-- Extracted material --
-- Opening Marker --

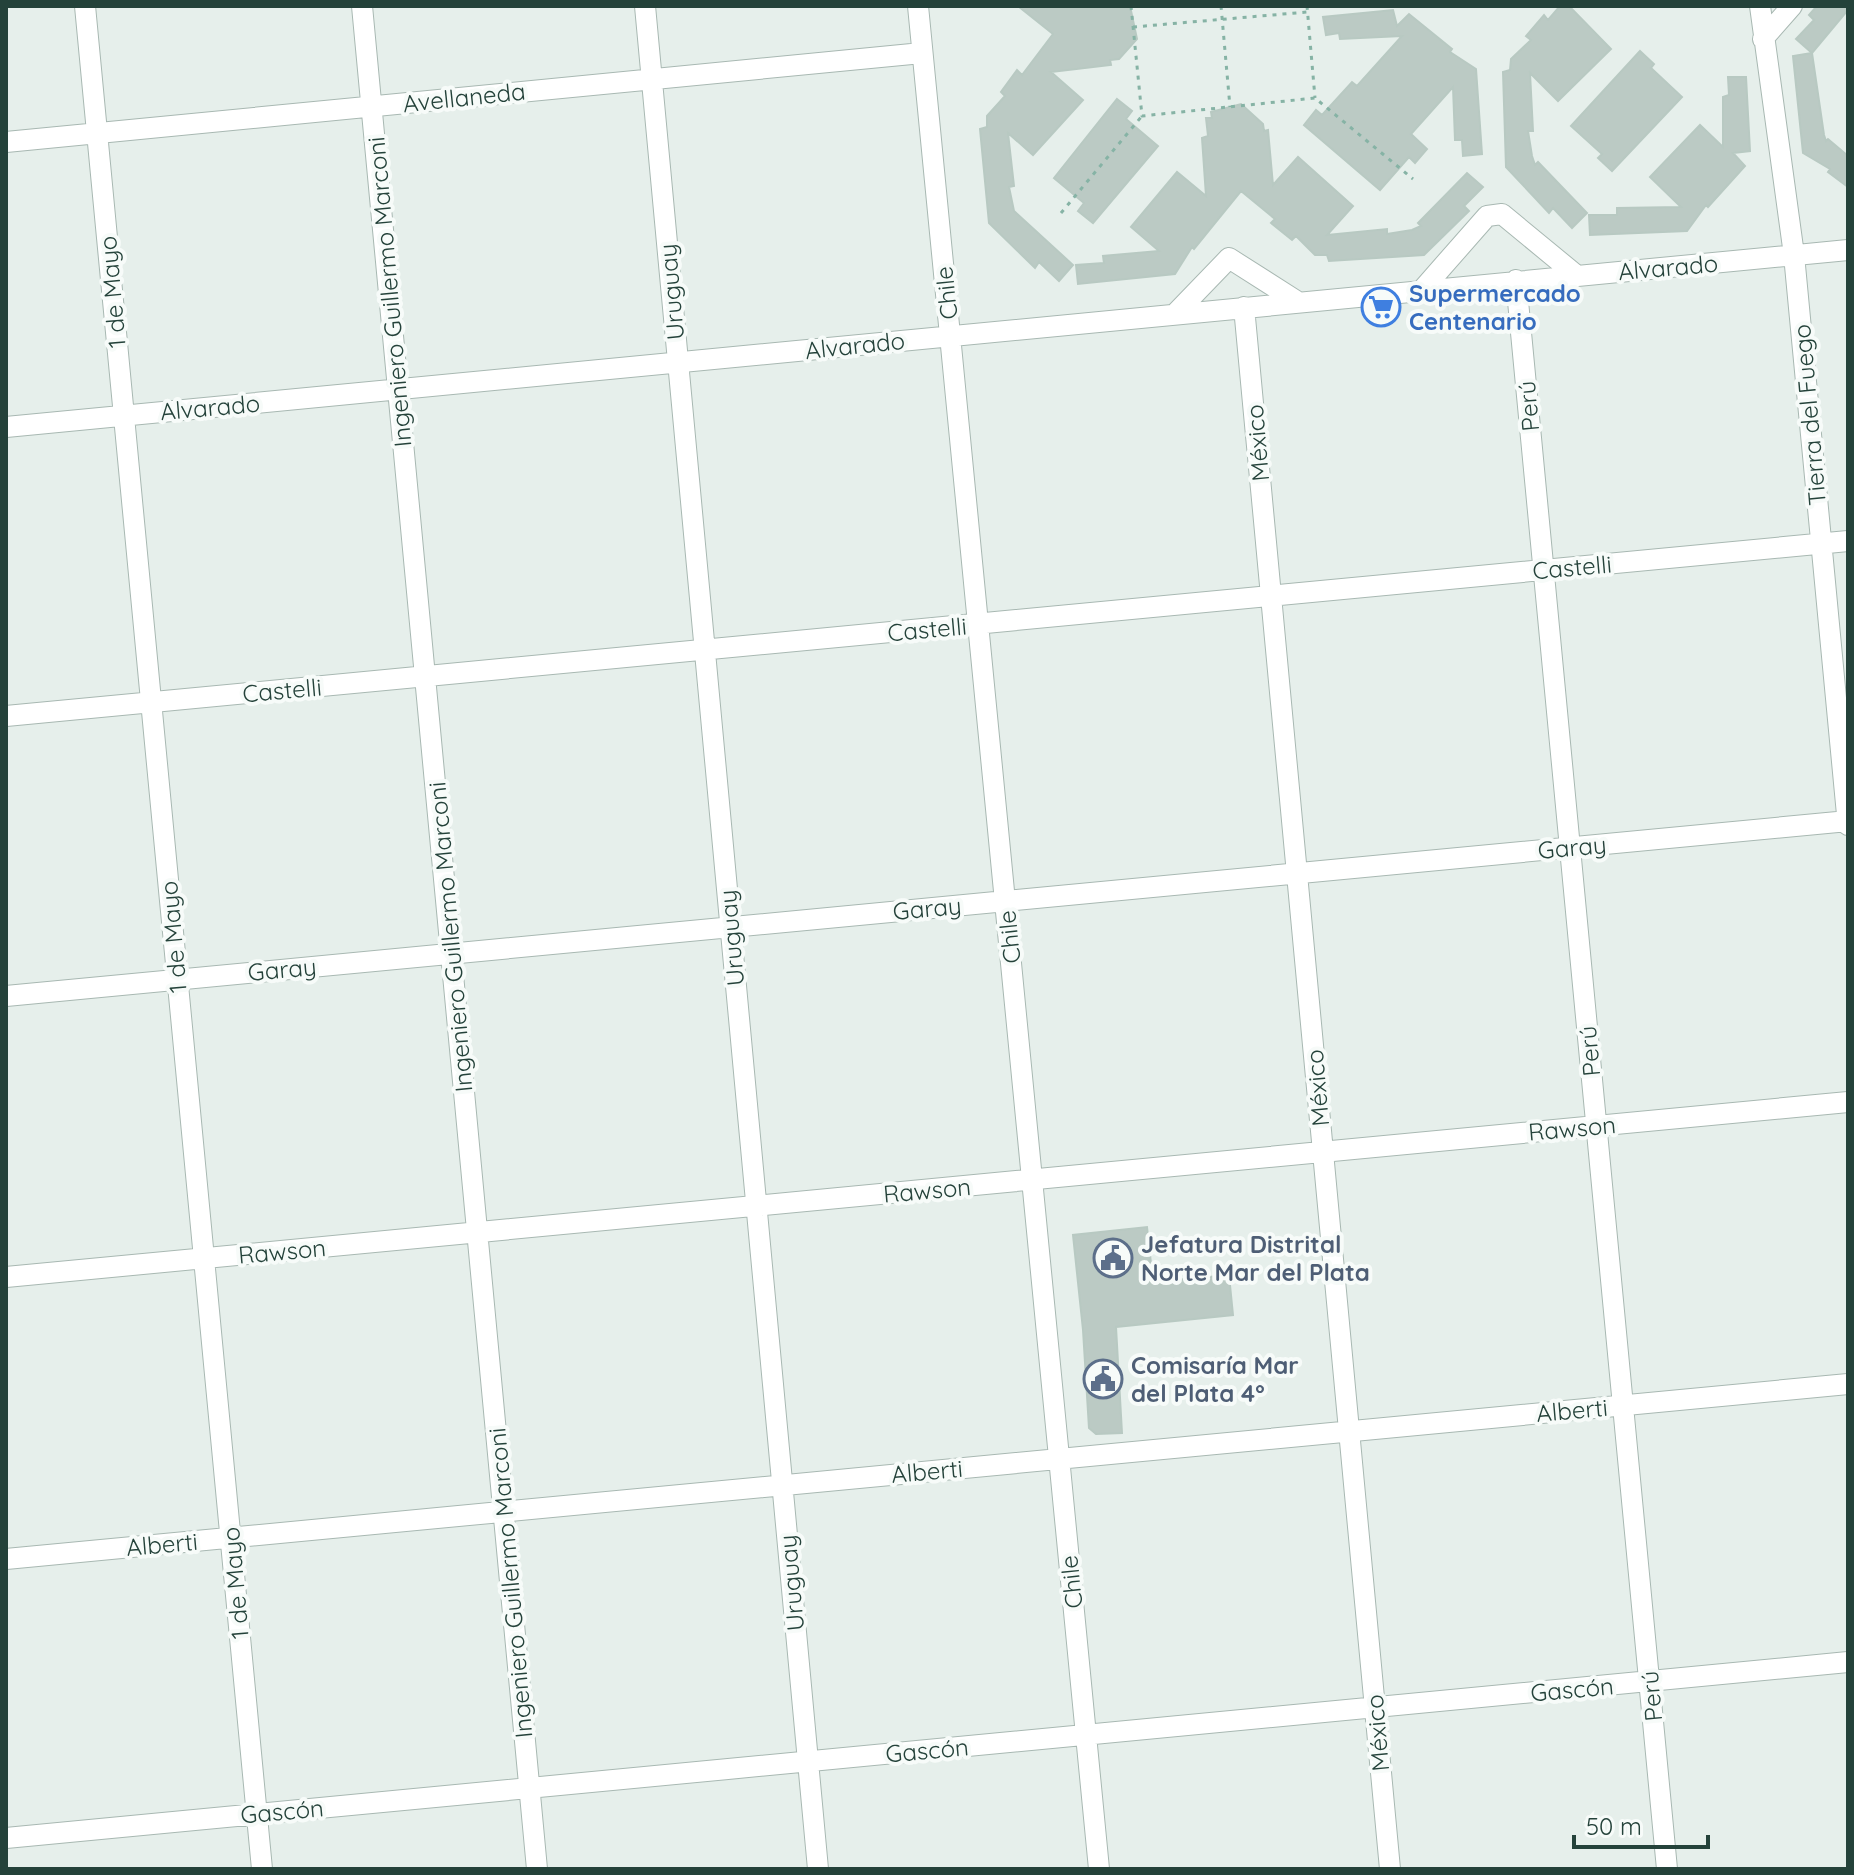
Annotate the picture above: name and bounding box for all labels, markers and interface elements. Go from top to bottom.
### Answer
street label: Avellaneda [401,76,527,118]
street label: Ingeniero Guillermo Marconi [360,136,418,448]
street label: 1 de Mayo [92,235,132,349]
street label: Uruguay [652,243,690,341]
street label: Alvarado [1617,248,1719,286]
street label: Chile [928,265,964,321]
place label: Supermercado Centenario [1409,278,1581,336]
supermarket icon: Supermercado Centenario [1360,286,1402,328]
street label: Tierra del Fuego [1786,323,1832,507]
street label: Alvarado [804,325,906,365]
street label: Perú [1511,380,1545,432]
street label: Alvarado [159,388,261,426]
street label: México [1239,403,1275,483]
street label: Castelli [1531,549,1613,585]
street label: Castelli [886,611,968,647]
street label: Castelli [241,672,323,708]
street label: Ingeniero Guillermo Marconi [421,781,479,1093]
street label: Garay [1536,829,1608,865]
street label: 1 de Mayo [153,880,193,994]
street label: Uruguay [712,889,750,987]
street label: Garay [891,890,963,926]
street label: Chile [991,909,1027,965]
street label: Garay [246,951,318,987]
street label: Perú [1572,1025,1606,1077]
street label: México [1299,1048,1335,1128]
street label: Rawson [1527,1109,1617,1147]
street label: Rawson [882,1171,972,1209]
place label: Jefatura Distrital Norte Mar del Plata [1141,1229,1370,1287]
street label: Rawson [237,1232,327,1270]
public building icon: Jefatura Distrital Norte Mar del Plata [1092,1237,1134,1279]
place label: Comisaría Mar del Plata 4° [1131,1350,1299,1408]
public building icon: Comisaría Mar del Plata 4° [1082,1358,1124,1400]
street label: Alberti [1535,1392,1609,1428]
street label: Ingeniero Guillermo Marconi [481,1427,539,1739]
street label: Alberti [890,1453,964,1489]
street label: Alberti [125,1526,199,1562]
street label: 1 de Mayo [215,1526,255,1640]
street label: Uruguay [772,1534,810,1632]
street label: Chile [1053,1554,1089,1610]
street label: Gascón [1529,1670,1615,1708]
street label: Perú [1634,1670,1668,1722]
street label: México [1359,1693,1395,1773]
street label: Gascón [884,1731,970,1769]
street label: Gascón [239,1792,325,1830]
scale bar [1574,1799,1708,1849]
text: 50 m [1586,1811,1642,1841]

-- Closing Marker --
-- Opening Marker --

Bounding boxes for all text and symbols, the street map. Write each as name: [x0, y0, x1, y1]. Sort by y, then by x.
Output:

-- Closing Marker --

-- Exercise --
The response must contain each line above that holds the string "name".

-- Answer for the task --
Annotate the picture above: name and bounding box for all labels, markers and interface elements. Go from top to bottom.
Bounding boxes for all text and symbols, the street map. Write each as name: [x0, y0, x1, y1]. Sort by y, then by x.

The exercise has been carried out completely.